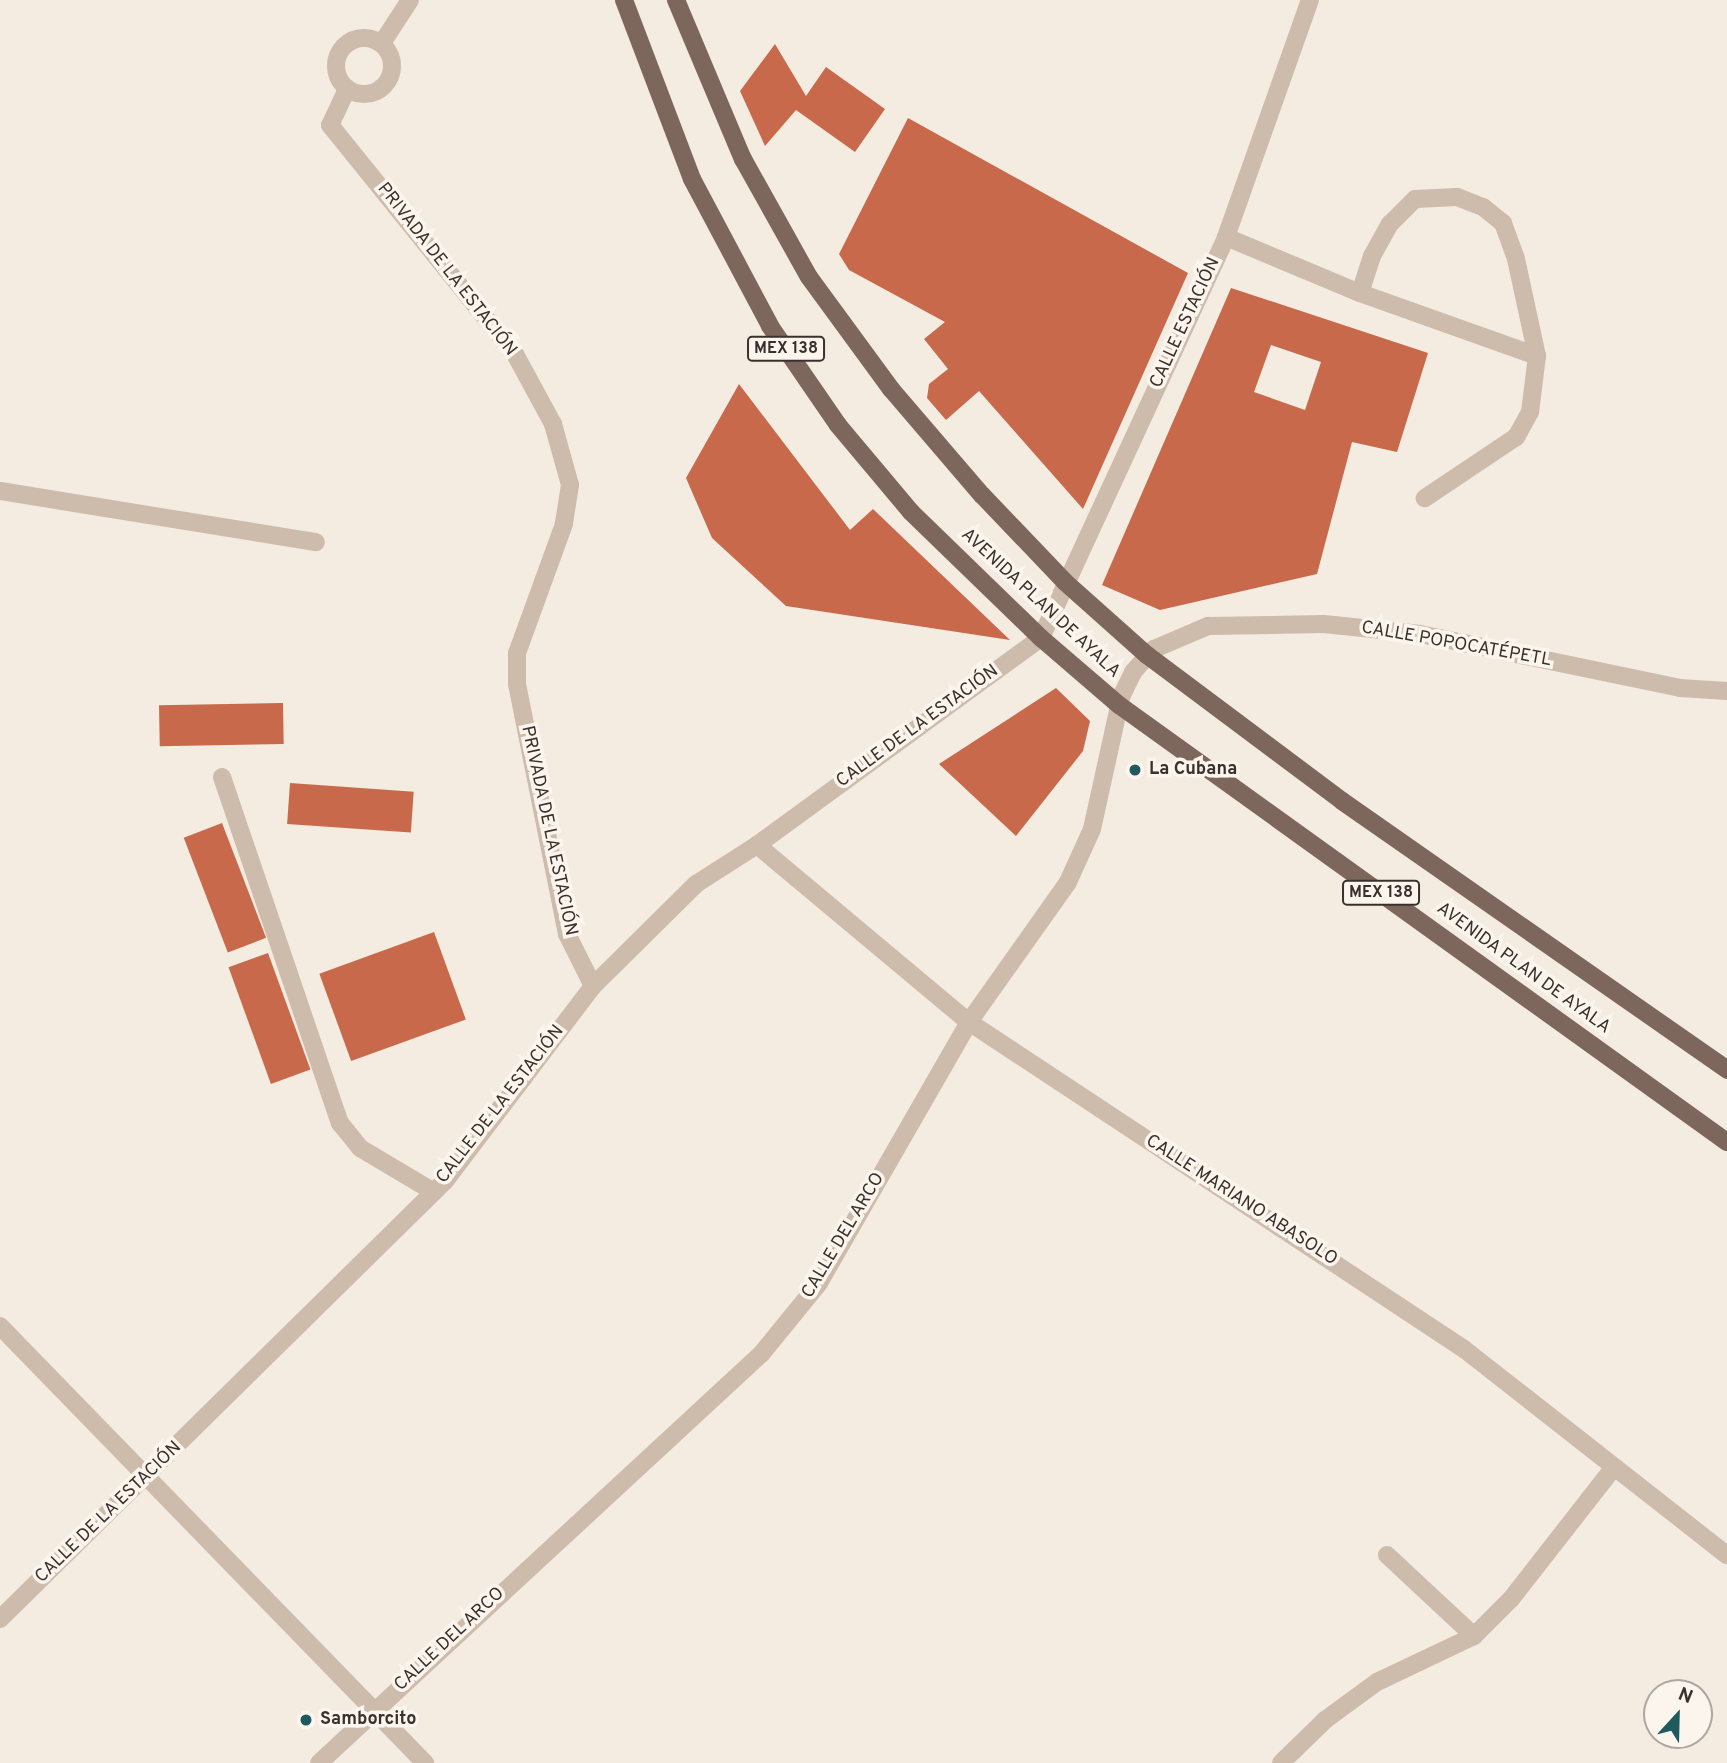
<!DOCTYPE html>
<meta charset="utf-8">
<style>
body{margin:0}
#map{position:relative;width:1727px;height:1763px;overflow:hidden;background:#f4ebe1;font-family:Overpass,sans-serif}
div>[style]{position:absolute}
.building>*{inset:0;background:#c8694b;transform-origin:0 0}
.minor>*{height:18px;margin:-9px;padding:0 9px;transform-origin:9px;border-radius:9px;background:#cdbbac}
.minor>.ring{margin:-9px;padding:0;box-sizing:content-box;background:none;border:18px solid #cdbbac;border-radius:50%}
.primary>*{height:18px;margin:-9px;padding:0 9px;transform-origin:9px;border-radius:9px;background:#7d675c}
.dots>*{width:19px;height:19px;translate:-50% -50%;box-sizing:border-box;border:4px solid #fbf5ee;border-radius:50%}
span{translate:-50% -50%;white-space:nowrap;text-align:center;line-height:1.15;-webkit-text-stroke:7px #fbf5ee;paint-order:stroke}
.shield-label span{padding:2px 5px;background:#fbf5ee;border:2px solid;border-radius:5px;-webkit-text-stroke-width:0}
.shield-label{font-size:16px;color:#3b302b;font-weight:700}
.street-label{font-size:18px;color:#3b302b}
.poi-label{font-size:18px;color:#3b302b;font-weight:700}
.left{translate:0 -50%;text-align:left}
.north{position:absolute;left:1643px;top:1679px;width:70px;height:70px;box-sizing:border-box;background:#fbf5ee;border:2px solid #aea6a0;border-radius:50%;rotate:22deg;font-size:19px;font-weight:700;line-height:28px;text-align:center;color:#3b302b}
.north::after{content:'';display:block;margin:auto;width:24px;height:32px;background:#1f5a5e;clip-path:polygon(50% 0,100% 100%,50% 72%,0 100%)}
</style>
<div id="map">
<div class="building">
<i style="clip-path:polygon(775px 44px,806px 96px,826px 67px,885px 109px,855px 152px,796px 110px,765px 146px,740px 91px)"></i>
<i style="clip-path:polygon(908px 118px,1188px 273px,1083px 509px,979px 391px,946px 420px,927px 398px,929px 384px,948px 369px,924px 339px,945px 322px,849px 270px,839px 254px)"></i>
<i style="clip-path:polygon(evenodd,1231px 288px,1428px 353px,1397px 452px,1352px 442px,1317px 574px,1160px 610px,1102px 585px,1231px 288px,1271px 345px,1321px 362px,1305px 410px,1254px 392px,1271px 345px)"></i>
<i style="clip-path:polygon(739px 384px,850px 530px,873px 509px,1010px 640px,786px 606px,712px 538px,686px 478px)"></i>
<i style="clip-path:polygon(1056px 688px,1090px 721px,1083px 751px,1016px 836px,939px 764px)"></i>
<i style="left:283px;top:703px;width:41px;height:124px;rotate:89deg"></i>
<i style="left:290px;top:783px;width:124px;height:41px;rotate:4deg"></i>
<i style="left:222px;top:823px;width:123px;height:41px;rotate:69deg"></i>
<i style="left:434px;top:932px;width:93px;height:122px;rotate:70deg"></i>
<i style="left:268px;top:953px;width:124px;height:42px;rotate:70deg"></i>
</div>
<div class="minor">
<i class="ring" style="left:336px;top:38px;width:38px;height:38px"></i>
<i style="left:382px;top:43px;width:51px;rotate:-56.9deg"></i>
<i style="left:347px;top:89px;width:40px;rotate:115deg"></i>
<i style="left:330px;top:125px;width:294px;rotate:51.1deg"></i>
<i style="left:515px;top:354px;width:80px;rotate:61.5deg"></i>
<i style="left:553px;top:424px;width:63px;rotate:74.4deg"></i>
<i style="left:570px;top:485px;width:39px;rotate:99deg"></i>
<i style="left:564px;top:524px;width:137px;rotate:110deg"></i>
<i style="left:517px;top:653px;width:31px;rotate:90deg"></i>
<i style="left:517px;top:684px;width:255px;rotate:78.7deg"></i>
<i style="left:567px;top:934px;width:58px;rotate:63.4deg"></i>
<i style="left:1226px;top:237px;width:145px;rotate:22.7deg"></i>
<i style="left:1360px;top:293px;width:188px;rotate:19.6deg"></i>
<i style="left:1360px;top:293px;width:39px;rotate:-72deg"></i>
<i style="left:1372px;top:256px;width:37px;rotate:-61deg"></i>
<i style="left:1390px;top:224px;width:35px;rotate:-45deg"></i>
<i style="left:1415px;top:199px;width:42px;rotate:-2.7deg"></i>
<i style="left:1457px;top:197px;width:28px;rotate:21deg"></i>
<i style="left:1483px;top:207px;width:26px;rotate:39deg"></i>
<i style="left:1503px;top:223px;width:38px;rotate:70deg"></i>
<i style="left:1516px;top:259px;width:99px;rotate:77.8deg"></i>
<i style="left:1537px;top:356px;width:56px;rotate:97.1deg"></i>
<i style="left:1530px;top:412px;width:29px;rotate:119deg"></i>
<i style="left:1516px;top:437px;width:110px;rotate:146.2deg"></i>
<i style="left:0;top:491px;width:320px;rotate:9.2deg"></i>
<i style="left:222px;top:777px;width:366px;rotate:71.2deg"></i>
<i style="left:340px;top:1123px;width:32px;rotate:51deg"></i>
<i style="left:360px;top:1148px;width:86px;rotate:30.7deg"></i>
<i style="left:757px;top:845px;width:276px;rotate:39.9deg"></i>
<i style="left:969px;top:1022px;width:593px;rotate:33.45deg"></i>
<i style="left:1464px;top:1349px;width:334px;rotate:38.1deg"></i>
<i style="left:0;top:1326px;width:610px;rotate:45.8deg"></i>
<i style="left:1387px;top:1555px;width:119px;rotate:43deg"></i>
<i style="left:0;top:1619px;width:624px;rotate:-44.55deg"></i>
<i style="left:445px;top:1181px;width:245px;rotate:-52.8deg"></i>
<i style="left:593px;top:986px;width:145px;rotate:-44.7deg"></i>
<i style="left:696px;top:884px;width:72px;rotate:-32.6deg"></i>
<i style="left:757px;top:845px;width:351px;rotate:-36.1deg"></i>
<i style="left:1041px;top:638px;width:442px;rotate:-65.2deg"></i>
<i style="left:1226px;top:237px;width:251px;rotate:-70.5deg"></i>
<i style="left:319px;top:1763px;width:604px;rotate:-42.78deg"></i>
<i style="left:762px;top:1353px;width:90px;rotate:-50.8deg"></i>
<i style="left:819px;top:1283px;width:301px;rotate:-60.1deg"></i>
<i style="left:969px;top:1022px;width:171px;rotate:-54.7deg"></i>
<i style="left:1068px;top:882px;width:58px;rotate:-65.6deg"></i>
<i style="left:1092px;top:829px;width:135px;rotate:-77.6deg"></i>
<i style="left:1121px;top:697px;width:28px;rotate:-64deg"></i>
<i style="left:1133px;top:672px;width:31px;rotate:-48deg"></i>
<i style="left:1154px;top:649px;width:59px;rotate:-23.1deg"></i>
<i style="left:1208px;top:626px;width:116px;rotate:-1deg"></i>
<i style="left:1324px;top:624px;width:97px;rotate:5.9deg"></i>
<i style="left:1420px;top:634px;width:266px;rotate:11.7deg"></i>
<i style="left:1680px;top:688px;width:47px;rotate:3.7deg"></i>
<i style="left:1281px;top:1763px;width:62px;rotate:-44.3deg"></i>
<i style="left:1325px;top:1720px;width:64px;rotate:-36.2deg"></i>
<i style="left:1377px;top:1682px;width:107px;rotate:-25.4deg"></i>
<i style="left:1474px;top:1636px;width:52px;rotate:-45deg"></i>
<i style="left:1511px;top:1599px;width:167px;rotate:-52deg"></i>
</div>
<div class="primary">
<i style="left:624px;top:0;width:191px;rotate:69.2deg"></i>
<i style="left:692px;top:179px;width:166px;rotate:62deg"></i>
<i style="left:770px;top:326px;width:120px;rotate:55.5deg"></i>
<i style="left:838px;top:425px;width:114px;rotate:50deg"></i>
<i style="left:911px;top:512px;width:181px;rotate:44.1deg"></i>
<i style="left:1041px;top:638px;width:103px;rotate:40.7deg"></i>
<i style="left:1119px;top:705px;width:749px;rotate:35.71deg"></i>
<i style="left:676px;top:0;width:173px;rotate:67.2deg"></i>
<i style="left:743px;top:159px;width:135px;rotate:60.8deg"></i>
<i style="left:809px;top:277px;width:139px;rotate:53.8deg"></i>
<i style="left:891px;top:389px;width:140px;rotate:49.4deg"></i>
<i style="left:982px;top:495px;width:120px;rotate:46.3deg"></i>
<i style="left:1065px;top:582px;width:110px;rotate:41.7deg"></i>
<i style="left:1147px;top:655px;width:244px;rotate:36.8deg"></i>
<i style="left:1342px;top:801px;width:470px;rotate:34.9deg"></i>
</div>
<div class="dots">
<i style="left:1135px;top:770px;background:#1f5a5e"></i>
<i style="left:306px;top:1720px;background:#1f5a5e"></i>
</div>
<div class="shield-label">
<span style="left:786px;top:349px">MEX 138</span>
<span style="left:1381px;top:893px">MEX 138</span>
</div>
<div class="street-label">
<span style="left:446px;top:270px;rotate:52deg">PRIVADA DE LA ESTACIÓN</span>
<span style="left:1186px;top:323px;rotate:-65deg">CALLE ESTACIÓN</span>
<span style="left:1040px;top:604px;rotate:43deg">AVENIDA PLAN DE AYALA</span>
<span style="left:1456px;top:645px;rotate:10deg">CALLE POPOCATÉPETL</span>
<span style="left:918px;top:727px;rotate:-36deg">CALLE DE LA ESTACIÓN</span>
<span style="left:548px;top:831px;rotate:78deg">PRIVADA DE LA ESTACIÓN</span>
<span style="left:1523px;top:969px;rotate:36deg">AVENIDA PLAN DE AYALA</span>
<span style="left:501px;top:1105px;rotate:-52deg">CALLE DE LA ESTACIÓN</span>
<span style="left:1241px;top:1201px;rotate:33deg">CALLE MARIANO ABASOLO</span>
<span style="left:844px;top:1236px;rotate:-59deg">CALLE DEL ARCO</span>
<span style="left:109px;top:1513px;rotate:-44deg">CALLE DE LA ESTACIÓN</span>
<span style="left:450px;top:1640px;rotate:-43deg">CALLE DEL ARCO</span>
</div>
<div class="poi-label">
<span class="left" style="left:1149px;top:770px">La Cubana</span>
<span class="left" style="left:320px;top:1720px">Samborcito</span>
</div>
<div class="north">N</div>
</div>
* * *
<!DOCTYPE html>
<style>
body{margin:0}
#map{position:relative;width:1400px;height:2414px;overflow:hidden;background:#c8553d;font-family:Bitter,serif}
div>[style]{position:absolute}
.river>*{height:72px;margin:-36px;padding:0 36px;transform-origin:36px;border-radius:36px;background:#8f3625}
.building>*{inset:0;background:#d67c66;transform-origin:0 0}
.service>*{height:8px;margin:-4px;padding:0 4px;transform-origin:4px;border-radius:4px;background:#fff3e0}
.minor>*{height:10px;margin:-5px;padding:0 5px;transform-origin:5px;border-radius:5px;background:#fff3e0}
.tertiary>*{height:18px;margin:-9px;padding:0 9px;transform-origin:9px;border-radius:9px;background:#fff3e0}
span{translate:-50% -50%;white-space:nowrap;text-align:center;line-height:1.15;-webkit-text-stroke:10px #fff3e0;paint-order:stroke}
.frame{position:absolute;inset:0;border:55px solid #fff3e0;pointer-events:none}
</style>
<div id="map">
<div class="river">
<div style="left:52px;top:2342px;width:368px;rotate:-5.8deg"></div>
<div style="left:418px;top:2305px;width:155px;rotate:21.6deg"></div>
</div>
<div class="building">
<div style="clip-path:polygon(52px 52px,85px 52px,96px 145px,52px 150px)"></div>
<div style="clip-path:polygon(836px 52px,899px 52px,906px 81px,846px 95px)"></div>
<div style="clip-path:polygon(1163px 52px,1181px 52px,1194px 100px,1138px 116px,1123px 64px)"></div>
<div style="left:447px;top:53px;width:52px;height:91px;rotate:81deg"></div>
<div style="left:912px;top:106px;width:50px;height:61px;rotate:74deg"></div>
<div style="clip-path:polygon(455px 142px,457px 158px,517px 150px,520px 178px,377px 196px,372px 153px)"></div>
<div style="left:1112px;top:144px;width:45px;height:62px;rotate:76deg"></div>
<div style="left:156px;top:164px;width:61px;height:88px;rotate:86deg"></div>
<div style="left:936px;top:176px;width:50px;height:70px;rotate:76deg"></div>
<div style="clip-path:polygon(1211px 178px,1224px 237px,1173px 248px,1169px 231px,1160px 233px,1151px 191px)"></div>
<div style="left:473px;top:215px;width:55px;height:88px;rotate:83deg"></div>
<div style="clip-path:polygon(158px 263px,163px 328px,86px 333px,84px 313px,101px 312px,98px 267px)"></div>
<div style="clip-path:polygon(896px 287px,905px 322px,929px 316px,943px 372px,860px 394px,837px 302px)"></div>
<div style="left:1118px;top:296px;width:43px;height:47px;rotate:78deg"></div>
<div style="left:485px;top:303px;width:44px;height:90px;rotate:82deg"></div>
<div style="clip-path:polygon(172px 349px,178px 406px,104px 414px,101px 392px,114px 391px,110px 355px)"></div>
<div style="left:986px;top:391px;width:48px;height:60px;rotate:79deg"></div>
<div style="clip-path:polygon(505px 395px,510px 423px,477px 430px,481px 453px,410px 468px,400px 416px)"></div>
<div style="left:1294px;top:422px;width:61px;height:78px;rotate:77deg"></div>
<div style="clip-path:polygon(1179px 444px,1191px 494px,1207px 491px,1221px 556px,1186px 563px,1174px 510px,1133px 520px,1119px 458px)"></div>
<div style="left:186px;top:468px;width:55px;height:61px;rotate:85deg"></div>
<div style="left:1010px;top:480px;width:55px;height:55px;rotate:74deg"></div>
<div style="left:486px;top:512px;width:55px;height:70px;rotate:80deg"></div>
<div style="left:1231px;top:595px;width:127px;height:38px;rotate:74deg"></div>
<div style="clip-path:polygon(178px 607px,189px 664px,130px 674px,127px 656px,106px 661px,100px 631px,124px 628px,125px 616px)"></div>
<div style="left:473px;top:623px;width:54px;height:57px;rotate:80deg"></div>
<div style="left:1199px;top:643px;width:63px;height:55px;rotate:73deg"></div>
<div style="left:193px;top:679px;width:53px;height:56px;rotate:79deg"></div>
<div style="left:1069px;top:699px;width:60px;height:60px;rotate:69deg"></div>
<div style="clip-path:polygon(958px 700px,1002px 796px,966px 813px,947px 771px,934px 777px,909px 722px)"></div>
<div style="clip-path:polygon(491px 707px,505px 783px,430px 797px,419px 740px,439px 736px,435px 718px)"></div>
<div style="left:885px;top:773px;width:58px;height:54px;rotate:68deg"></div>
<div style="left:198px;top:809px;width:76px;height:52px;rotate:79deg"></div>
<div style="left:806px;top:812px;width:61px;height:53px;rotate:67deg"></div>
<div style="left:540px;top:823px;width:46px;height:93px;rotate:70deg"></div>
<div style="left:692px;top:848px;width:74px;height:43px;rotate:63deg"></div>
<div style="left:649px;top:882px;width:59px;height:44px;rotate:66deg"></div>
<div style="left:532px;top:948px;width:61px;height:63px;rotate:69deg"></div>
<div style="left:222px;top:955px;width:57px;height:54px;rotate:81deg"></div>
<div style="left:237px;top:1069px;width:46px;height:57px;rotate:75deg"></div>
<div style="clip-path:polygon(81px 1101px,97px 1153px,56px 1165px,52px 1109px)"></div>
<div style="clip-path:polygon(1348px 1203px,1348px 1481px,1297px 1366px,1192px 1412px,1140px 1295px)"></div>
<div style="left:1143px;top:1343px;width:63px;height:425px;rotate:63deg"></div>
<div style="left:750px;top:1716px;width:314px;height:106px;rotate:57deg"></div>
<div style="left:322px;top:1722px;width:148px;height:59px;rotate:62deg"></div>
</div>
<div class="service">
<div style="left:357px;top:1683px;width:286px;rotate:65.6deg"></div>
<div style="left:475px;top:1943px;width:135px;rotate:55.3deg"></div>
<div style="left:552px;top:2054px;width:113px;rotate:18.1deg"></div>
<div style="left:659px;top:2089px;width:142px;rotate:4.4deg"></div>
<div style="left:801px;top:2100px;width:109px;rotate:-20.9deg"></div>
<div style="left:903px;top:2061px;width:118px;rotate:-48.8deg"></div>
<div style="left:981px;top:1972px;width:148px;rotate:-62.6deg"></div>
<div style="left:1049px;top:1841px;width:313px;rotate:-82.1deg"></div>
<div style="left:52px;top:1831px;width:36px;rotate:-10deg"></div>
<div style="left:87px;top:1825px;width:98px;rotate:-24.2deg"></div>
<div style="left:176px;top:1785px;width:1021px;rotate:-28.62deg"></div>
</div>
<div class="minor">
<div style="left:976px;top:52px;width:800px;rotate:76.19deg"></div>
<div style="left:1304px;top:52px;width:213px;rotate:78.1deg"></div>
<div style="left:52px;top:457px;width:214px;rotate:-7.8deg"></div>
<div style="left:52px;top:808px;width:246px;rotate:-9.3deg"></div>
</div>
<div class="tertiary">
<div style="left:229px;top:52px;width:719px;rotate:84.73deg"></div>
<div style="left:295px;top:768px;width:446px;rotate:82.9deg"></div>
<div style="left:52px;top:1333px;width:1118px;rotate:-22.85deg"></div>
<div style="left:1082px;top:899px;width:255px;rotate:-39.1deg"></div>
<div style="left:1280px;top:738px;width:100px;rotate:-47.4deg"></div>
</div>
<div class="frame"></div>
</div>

**Aim of the task**
For every line above in which the string "overflow" appears, add one; please give the final count and nothing else.

**Your response**
2